Croissance : une reprise, vraiment ?
La croissance du PIB français au troisième trimestre 2025 est plus élevée que prévu. Mais elle ne concerne que quelques secteurs, et l’instabilité politique empêche la consommation de repartir. La première victime de ce mirage économique : l’emploi.
Une surprise peut en cacher une autre. Beaucoup espéraient que la croissance de 0,5% du PIB en France au troisième trimestre, révélée par l’Insee, sonne le début d’une reprise durable. Elle aurait sorti les acteurs économiques de la morosité dans laquelle l’instabilité politique les maintient depuis plus d’un an. Mais à y regarder de plus près, les fondamentaux ne se redressent pas.
Le sursaut de l’été provient de secteurs bien identifiés – aéronautique, défense et produits pharmaceutiques – qui ont tiré les exportations et permis au commerce extérieur de contribuer largement à ce rebond. Dans les faits, les industries agroalimentaires sont à la peine, de même que l’automobile, la restauration et les services de transport. Quant à la consommation, qui est à l’origine de plus de la moitié du PIB, ce troisième trimestre aura été le plus maussade des quatre dernières années à la même période. Avec un taux d’épargne qui approche 19%, les ménages manifestent une inquiétude peu propice à relancer leurs dépenses.
Avant de crier victoire, on attendra donc notamment de savoir si la France sera dotée en 2026 d’un budget qui permettra aux entreprises de retrouver une certaine visibilité, et de garantir une stabilité nécessaire à la reprise des investissements. Mais pour l’heure, les entreprises sont toujours dans l’expectative. Le baromètre industriel de l’État publié en octobre ne mentionne que 44 ouvertures de sites au premier semestre 2025, contre 82 fermetures ; le plus mauvais score des trois dernières années. Seules l’industrie verte et le secteur de la défense tirent leur épingle du jeu dans un contexte où la réindustrialisation est clairement à la peine. « D’autres éléments conjoncturels laissent présager que la tendance risque de se prolonger au second semestre, voire en 2026 », avertit le baromètre.

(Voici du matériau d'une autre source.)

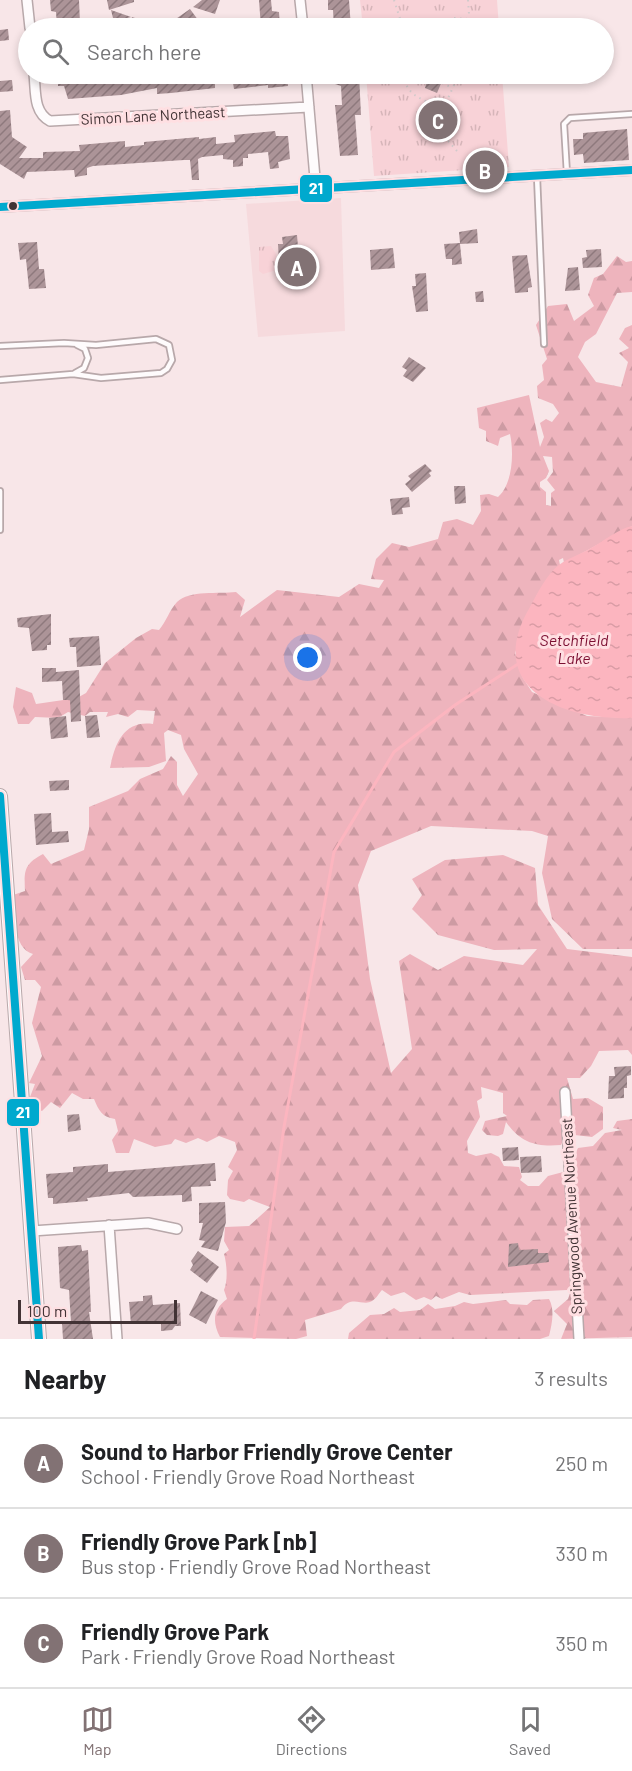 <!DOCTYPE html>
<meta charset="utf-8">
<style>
body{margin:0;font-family:Barlow,sans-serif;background:#f2f2f2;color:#202124}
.scale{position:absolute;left:18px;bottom:15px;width:159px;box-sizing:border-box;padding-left:6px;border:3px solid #423335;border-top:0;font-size:16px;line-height:21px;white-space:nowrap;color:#423335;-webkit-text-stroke:4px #ffdfe2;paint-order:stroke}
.you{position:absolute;left:308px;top:658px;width:21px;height:21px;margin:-15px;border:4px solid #fff;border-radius:50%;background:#1a73e8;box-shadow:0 0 0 9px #1a73e833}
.badge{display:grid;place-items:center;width:39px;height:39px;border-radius:50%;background:#827274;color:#fff;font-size:20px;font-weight:700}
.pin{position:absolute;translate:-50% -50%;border:3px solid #fff;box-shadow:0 2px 6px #0006}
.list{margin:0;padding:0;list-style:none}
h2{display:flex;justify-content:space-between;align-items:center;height:78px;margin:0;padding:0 24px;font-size:26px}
h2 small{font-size:20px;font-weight:400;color:#757577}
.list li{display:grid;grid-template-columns:39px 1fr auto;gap:18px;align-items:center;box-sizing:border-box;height:90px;padding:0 24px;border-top:2px solid #e0e0e0}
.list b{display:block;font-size:22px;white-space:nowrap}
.list p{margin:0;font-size:20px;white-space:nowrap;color:#757577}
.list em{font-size:20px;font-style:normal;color:#757577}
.icon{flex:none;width:33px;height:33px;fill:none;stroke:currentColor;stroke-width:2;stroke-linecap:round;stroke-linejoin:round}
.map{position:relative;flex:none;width:632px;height:1339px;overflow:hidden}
.search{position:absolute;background:#fff;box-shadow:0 3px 9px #0003;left:18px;right:18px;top:18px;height:66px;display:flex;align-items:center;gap:15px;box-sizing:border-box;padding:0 21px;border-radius:33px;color:#757577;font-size:22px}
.sheet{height:348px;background:#fff}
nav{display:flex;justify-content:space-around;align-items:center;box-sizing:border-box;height:84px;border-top:2px solid #e0e0e0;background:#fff;font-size:16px;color:#757577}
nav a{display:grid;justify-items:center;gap:3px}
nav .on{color:#827274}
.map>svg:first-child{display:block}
</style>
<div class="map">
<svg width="632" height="1339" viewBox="0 0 632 1339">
<defs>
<pattern id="forest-firs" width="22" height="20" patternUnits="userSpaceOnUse" patternTransform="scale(1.5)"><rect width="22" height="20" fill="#eeb4bd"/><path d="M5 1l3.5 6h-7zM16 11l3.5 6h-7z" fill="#cd9ba3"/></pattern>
<pattern id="park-tufts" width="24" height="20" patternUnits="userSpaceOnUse" patternTransform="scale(1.5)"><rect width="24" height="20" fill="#f8d2d7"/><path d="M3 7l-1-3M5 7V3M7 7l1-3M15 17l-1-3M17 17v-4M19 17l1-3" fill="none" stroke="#d6b5b9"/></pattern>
<pattern id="water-ripples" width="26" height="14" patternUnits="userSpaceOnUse" patternTransform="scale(1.5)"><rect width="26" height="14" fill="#fcb5bf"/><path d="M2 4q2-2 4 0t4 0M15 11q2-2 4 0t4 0" fill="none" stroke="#d99ca5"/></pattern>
<pattern id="building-hatch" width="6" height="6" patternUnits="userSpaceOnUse" patternTransform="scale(1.5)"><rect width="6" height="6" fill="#ac9498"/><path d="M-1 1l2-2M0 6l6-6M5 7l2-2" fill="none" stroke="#8e797d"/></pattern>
</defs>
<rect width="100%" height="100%" fill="#f8e6e8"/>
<path fill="#f6dadd" d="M341,198L345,331L258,337L246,204Z"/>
<path fill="url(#forest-firs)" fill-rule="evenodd" d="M617,256L626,262L632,261V292L617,293L596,334L585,342L578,357L596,382L621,387L628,362L619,353L629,348L619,339L625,328L632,325V526L564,563L563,558L559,560L560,565L537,595L515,653L523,678L532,692L587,716L632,718V949H583L552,919L542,873L548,836L532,831L431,826L371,851L358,885L370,979L391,1073L412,1049L399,961L410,954L438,970L464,956L523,965L537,949L494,950L438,935L412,909L422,895L412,879L445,860L503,855L535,868L538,905L567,949L632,957V1055L628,1050L599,1051L591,1066L580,1078H567L573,1099L588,1098L603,1107V1129L592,1137L566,1134L561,1145C536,1147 521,1143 506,1122L503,1134L498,1136L487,1135L482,1130L485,1121L507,1116L503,1113V1093L481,1087L482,1098L477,1101L480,1117L467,1141L468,1153L476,1156L491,1153L499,1157L504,1166L519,1167L522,1177L520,1180L528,1186H539L548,1176L567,1171L570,1286L567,1290L470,1295L459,1292L442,1299L436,1296L431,1300L424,1297L416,1300L404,1292L391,1296L382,1290C379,1293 376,1299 372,1301C363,1307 352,1294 341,1309L305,1320L307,1336L296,1339L220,1337C212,1322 213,1309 227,1299L224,1290C228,1281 227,1264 224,1254L229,1250L224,1241L225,1227L249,1226L270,1207L249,1199L244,1202L230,1199L227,1195L228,1180L233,1171L228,1167L237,1150L235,1142L219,1136L207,1142L198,1138L186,1143L175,1139L171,1144L155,1147L134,1139L129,1153H116L112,1140L118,1131L115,1119C102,1117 99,1111 94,1099H83L72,1093L60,1108L51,1102L42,1111L35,1108L30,1097L35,1084L29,1083L42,1056L32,1023L41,987L35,980H25L21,967L33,954C12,948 15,912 13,895L25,891C24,871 24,864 43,854L51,864L84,850L89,829V807L128,791L140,779L163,769L171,756L177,762V785L183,796L198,774L184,749L181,735L168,730L164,733L166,761L149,767L110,768C115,743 124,720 153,724L155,711L137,710L128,717L118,714L106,717L108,712H90L85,716L68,712L58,718L35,717L29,724H18L13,707L16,687L32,693L36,704L77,698L86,693L105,663L136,638L152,629L159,630C166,622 170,609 177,602C189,590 219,594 236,592L245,600L240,617L277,590L339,597L359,584L379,588L384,580L371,579L376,559L392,543L409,547L438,539L443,522L457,519L473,525L481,511L480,495L489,494L498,497C513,484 514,452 510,434L500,438L498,446L486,441V431L479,428L477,408L529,395L540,447L544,437L540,423L546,419L552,422L559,413L553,404L538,398L537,386L544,380L542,365L547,359L536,325L548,306L567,304L574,321L594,306L588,295L594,278L603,274ZM543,456L552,457L553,472L547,480L555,490L551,493V506L546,505V492L540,487V482L546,478L549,471Z
M632,1119V1337L561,1339L567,1324L554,1311L568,1299L574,1282L573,1158L578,1148L593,1146L605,1133L622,1130L613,1128L617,1121Z
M549,1299C555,1310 552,1324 549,1336L540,1339H348L349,1333L370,1315L384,1314L394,1308L400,1312L420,1310L428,1304L435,1309L455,1306L464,1302L473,1304L506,1300L510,1304L527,1305L533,1300Z"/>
<path fill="url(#park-tufts)" d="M360,0H497L499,28H363Z
M366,74H502L509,167L374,176Z
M271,246L276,254L277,270L263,274L259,271V247Z"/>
<path fill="url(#water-ripples)" d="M632,526V718C563,721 482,688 530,607C537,594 547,574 559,565C568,558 581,554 591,548C604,541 618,529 632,526Z"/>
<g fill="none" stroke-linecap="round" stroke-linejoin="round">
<path stroke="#fcb5bf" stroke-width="3" d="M254,1339L284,1127L334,852L394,752L455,705L518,664"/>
</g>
<path fill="url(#building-hatch)" d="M50,0H79L80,23L57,26L56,12L51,11Z
M107,0H134V2L109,10Z
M202,0H220L215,14L193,7Z
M259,0H271L272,11L279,12L280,28H261Z
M328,0H349L351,28H334L333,10H328Z
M190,9L204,28H163Z
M111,10L131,17L114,22Z
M132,17L162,27V28H129Z
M8,29L9,40L0,41V30Z
M58,74H87L88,84L108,82V74H244V76L287,74L288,86L268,88V85L234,89L233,83L215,84V88L171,93L157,94V88L121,95L68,99L64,86H58Z
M335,74H359L361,115H355L358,155L340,156L335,105H342L341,86L335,84Z
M429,74H445L437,93L425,88Z
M12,80L13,91L0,92V81Z
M10,110L12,137L27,147L19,158H43V152L80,151L79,145L125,141V147L144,145V142L199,137V139L216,137V144L235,142L234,135L275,131L276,136H288L290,159L278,162L279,168L270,169L268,152L248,154V158H243V166L233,167V160L223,159V155L202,157L198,159L199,180H192L190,160H184L93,166L87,168V175L75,177L74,170L27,172L24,179L0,164V111Z
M627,129L629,160L584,163L583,154L574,155L573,139H583V133Z
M477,229L478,243L460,244L462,264L452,265V259H446L444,244L460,243L459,232Z
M297,235L298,247L300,246V267L285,268V261L279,262L278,244H283L282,237Z
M37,242L39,269H44L46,288L29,289L26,259L20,260L18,243Z
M393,248L395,268L371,270L370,250Z
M601,249L602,267L583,268L582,258L587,257L586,250Z
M527,255L532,287L528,288V292L515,293L512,256Z
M578,267L580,290L565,291L568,268Z
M426,273L428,311L416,312L412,286H416L415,274Z
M483,291L484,302H476L475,292Z
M409,357L426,368L413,382L403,376L407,370L402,367Z
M425,464L432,471L429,473L431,476L412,492L405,484L411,479L408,476Z
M454,486H465L466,503L455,504Z
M409,497L410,507L402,508L403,514L392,515L390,499Z
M51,614V645H47V650L32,651L29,628L18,627L17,618Z
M99,636L101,665L77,667L76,647H70L69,638Z
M42,668H56V672L79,670L81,721L71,722L70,700H63L62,681L42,682Z
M97,715L100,737L87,738L85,716Z
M66,716L68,737L51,739L49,718Z
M69,780V790L50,791L49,781Z
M51,813L52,832L68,831L69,842L36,845L34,814Z
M631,1066V1075L627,1076V1088H624V1098L608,1099L609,1076H615L614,1067Z
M79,1114L81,1130L68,1132L67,1115Z
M518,1147L519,1160L503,1161L502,1148Z
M541,1156L542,1172L521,1173L520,1157Z
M215,1163L216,1181H210L211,1186L191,1187L192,1201L182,1202V1195L133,1197L129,1193L87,1198L88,1201L53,1204V1198H48L46,1174L73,1172V1167L108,1164V1172Z
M225,1202L226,1222L218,1251L201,1247L205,1241L199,1240L203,1223H199V1203Z
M518,1243L519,1250L538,1249V1253H548L549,1262L508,1267L509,1244Z
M81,1245L82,1251L88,1250L91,1312H89L93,1339H63L62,1323L71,1322L69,1290L60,1288L58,1247Z
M198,1251L219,1267L207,1283L190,1270L193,1265L191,1261Z
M201,1291L218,1300L206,1324L189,1315Z
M152,1295L153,1305L180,1303L181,1326H175L172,1330L161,1331V1321L131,1324L129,1302L143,1301V1296Z"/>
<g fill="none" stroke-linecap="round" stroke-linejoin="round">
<defs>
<path id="lane" d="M567,174L564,124L570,118L632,114
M537,176L544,344
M0,346L64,343L96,345L156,339L169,345L172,360L167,369L161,373L101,378L73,374L0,380
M75,373L84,368L88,358L85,349L77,345
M0,491V530"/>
<path id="street" d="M27,0L30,28
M300,0L303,28
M34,74C36,91 33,112 50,121L309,107
M306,74L316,190
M0,207L632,170
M565,1092L579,1339
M109,1225L117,1339
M32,1231L148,1223L177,1229"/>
<path id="secondary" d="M0,796L39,1339"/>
</defs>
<use href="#lane" stroke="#b8a8aa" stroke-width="8"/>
<use href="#street" stroke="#b8a8aa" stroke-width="12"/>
<use href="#secondary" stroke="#b8a8aa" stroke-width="16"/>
<path stroke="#d1cacb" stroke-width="2" stroke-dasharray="1.5 4.5" stroke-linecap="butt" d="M394,0L403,28
M468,0L470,28
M454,18L469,19
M404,74C405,97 425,100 444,109
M442,83L453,88
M457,151L443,135L445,105L459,74"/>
<use href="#lane" stroke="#fefbfc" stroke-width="4.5"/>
<use href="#street" stroke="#fefbfc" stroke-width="9"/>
<use href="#secondary" stroke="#fefbfc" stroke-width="14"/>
<defs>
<path id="bus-1" d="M0,207L632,170
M0,796L39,1339"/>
</defs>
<use href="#bus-1" stroke="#ffdfe2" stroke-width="12"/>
<use href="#bus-1" stroke="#00a9ce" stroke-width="8"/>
</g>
<circle fill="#423335" stroke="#ffdfe2" stroke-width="2" cx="13" cy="206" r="5"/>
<g text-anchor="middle" stroke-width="6" stroke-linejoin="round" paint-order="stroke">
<g font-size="15" fill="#423335" stroke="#ffdfe2">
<text transform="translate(153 116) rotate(-3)" y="5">Simon Lane Northeast</text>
<text transform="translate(572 1216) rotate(-93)" y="5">Springwood Avenue Northeast</text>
</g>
<g font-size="16" font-style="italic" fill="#7c0f32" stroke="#ffdfe2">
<text x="574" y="646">Setchfield<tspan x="574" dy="18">Lake</tspan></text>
</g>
</g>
<g stroke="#ffdfe2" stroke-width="2">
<rect x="299" y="174" width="34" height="29" rx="6" fill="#00a9ce"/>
<rect x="6" y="1098" width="34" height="29" rx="6" fill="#00a9ce"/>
</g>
<g font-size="16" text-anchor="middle" font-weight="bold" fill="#fff">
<text x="316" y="194">21</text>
<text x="23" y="1118">21</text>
</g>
</svg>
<div class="scale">100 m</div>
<div class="you"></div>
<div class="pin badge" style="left:297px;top:267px">A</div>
<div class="pin badge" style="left:485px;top:170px">B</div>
<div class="pin badge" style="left:438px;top:120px">C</div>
<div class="search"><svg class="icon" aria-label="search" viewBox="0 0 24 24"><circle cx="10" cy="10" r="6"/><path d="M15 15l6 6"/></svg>Search here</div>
</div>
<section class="sheet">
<h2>Nearby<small>3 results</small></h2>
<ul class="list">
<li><span class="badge">A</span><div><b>Sound to Harbor Friendly Grove Center</b><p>School · Friendly Grove Road Northeast</p></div><em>250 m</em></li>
<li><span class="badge">B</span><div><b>Friendly Grove Park [nb]</b><p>Bus stop · Friendly Grove Road Northeast</p></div><em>330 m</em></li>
<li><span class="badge">C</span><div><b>Friendly Grove Park</b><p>Park · Friendly Grove Road Northeast</p></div><em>350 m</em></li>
</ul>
</section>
<nav>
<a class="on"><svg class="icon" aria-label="map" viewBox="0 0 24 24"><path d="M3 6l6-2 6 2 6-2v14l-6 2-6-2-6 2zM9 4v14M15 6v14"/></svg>Map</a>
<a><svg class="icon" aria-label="directions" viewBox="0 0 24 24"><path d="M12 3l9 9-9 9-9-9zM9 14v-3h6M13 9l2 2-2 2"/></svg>Directions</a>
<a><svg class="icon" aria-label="saved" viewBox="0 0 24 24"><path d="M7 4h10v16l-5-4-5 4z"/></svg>Saved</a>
</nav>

Ce qui s’est confirmé au troisième trimestre : l’observatoire Altares a recensé plus de 14300 défaillances d’entreprises (en liquidation ou en redressement judiciaire) sur la période, ce qui constitue « un record pour une période estivale ». Les microentreprises, les TPE et les petites PME sont les plus touchées, ce qui traduit une baisse d’activité pour ces entreprises le plus souvent sous-traitantes et variables d’ajustement lorsque leurs donneurs d’ordres voient leur carnet de commandes baisser. Ainsi, sur douze mois glissants, plus de 69.000 défaillances seraient à déplorer, un niveau jamais atteint au cours des quinze dernières années.
Dans ces conditions, l’emploi se retrouve en première ligne. France Travail, pour la fin du troisième trimestre, a enregistré une hausse du nombre d’inscrits sans aucun emploi (catégorie A), de 1,6 % sur un trimestre et de 7,6% sur un an. Certes, de nouvelles règles de comptabilisation perturbent les comparaisons avec l’année précédente. Malgré tout, en effaçant les effets de ces changements, la hausse du chômage qui touche 3,263 millions de personnes de cette catégorie ressort malgré tout à 6,3% sur un an. Des chiffres illustrés par les multiples fermetures de sites ou plans de réduction d’effectifs comme chez Novasco (ex-Ascometal) où 450 emplois sont menacés ou aux Aciéries de Bonpertuis en Isère, après les autres plans sociaux chez Michelin, Casino, Auchan, Arcelor Mittal ou STMicroelectronics. Un marasme aux antipodes de la santé affichée par les valeurs boursières du CAC40, très orientées sur l’international et déconnectées de l’économie réelle … Patience donc, avant de sabrer le champagne.